Red Gate Software has changed course with .NET Reflector, a class browser and decompiler that appears at the top of just about every .NET developer's indispensable tools list. The former community edition of the popular utility will cost $35.00 starting with Version 7, which is expected in early March.

.NET Reflector 6.6 remains free for download until Version 7 is released. Version 6.6 is set to expire on May 30. Commercial versions of the product going forward will not have "time bombs" that force upgrades, according to the company.

A commercial company, Red Gate Software acquired .NET Reflector from its creator, a Microsoft developer named Lutz Roeder, in 2008. At the time, Red Gate implied that it would continue to offer a free community edition; .NET Reflector was initially released as a free tool in 2000 and the standalone version has remained free for about a decade.

This week Red Gate announced that despite good intentions, it could not get the free model to work. The company did not get enough traction with its commercial Visual Studio plug-in .NET Reflector Pro or the expected cross-over to its other developer tools, ANTS Profilers and SQL Compare. Releasing .NET Reflector as an open source project was considered, but Red Gate decided against it.

In a YouTube interview about the decision, Simon Galbraith, Red Gate joint chief executive explains:

"Right now further development doesn't make commercial sense. Reflector is a tool that has to stay current and has to work in all sorts of new ways with mobile devices and new versions of the .NET platform.
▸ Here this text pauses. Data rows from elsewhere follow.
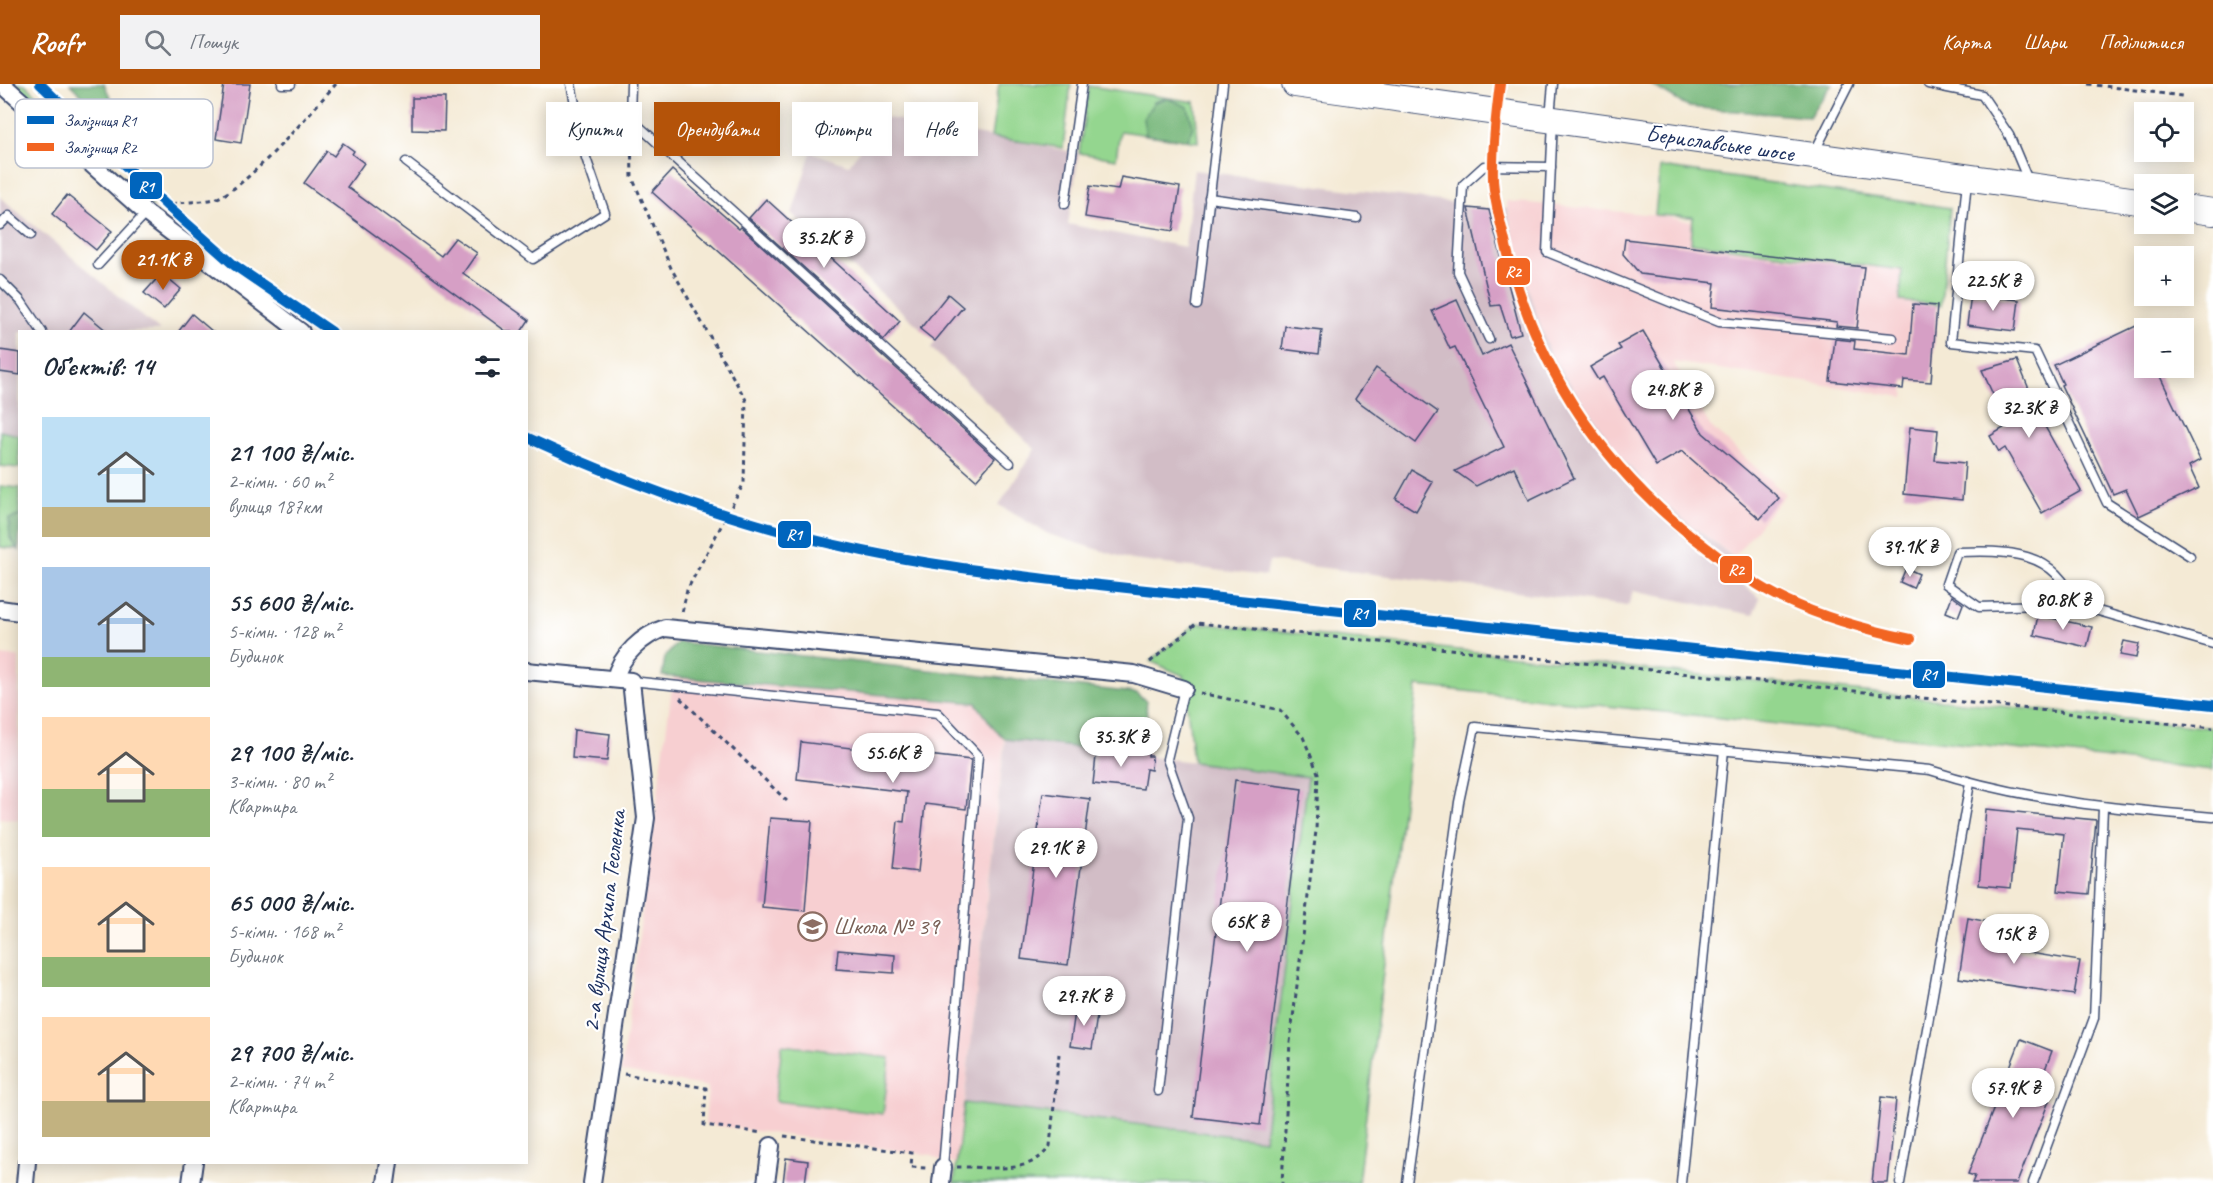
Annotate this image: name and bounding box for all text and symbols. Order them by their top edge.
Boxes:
search box [120,15,540,69]
text: Roofr [30,25,84,60]
icon: search [141,26,174,59]
text: Пошук [189,28,238,56]
text: Карта [1942,29,1990,55]
text: Шари [2023,29,2067,55]
text: Поділитися [2100,29,2183,55]
legend [15,99,213,168]
chip: Купити [546,102,642,156]
chip: Орендувати [654,102,780,156]
chip: Фільтри [792,102,892,156]
chip: Нове [904,102,978,156]
map controls [2134,102,2194,378]
button: locate [2134,102,2194,162]
text: Залізниця R1 [64,111,137,131]
street label: Бериславське шосе [1644,118,1798,169]
text: Залізниця R2 [64,138,138,158]
line badge: R1 [129,171,163,200]
button: layers [2134,174,2194,234]
text: R1 [138,177,156,197]
pin: 35.2K ₴ [769,218,879,269]
text: 35.2K ₴ [797,225,851,250]
pin: 21.1K ₴ [108,240,218,291]
button: + [2134,246,2194,306]
text: 21.1K ₴ [135,247,191,272]
line badge: R2 [1496,257,1531,286]
pin: 22.5K ₴ [1938,261,2048,312]
text: R2 [1505,262,1523,282]
text: 22.5K ₴ [1966,268,2020,293]
button: − [2134,318,2194,378]
text: Об’єктів: 14 [42,350,154,383]
icon: filters [471,350,504,383]
pin: 24.8K ₴ [1618,370,1728,421]
text: 24.8K ₴ [1645,377,1701,402]
pin: 32.3K ₴ [1974,388,2084,439]
text: 32.3K ₴ [2001,395,2057,420]
text: 21 100 ₴/міс. [228,436,354,469]
icon: home [90,441,162,513]
text: 2-кімн. · 60 m² [228,469,331,494]
text: вулиця 187км [228,494,321,519]
line badge: R1 [777,520,812,549]
text: R1 [786,525,804,545]
pin: 39.1K ₴ [1855,527,1965,578]
text: 39.1K ₴ [1883,534,1937,559]
line badge: R2 [1719,555,1753,584]
text: R2 [1728,560,1746,580]
pin: 80.8K ₴ [2008,580,2118,631]
text: 55 600 ₴/міс. [228,586,353,619]
text: 80.8K ₴ [2035,587,2091,612]
icon: home [90,591,162,663]
line badge: R1 [1343,599,1377,628]
text: R1 [1352,604,1370,624]
text: 5-кімн. · 128 m² [228,619,340,644]
text: Будинок [228,644,283,669]
line badge: R1 [1912,660,1946,689]
text: R1 [1921,665,1939,685]
pin: 35.3K ₴ [1066,717,1176,768]
text: 35.3K ₴ [1094,724,1148,749]
pin: 55.6K ₴ [838,733,948,784]
text: 29 100 ₴/міс. [228,736,353,769]
text: 55.6K ₴ [866,740,920,765]
icon: home [90,741,162,813]
text: 3-кімн. · 80 m² [228,769,331,794]
text: Квартира [228,794,296,819]
street label: 2-а вулиця Архипа Тесленка [576,806,633,1033]
pin: 29.1K ₴ [1001,828,1111,879]
text: 29.1K ₴ [1029,835,1083,860]
text: 65 000 ₴/міс. [228,886,354,919]
icon: home [90,891,162,963]
pin: 65K ₴ [1205,902,1289,953]
text: 65K ₴ [1226,909,1268,934]
school or university icon: Школа № 39 [796,910,828,942]
place label: Школа № 39 [833,911,941,941]
pin: 15K ₴ [1972,914,2056,965]
text: 5-кімн. · 168 m² [228,919,340,944]
text: 15K ₴ [1993,921,2035,946]
text: Будинок [228,944,283,969]
pin: 29.7K ₴ [1029,976,1139,1027]
text: 29.7K ₴ [1057,983,1111,1008]
text: 29 700 ₴/міс. [228,1036,353,1069]
icon: home [90,1041,162,1113]
pin: 57.9K ₴ [1958,1068,2068,1119]
text: 2-кімн. · 74 m² [228,1069,331,1094]
text: 57.9K ₴ [1986,1075,2040,1100]
text: Квартира [228,1094,296,1119]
We need to be able to spend money on it and we can't do so in a commercially justifiable way."

Version 7 introduces a tabbed browsing model and PowerCommands such as a query editor among other features. It comes in three flavors: .NET Reflector, .NET Reflector Visual Studio, which offers a new Object Browser within the IDE and .NET Reflector VS Pro for debugging code from decompiled assemblies even without the source code.

Express your thoughts on these latest developments with .NET Reflector. Are you willing to pay for a commercial version of this indispensable tool? Drop me a line at krichards@1105media.com.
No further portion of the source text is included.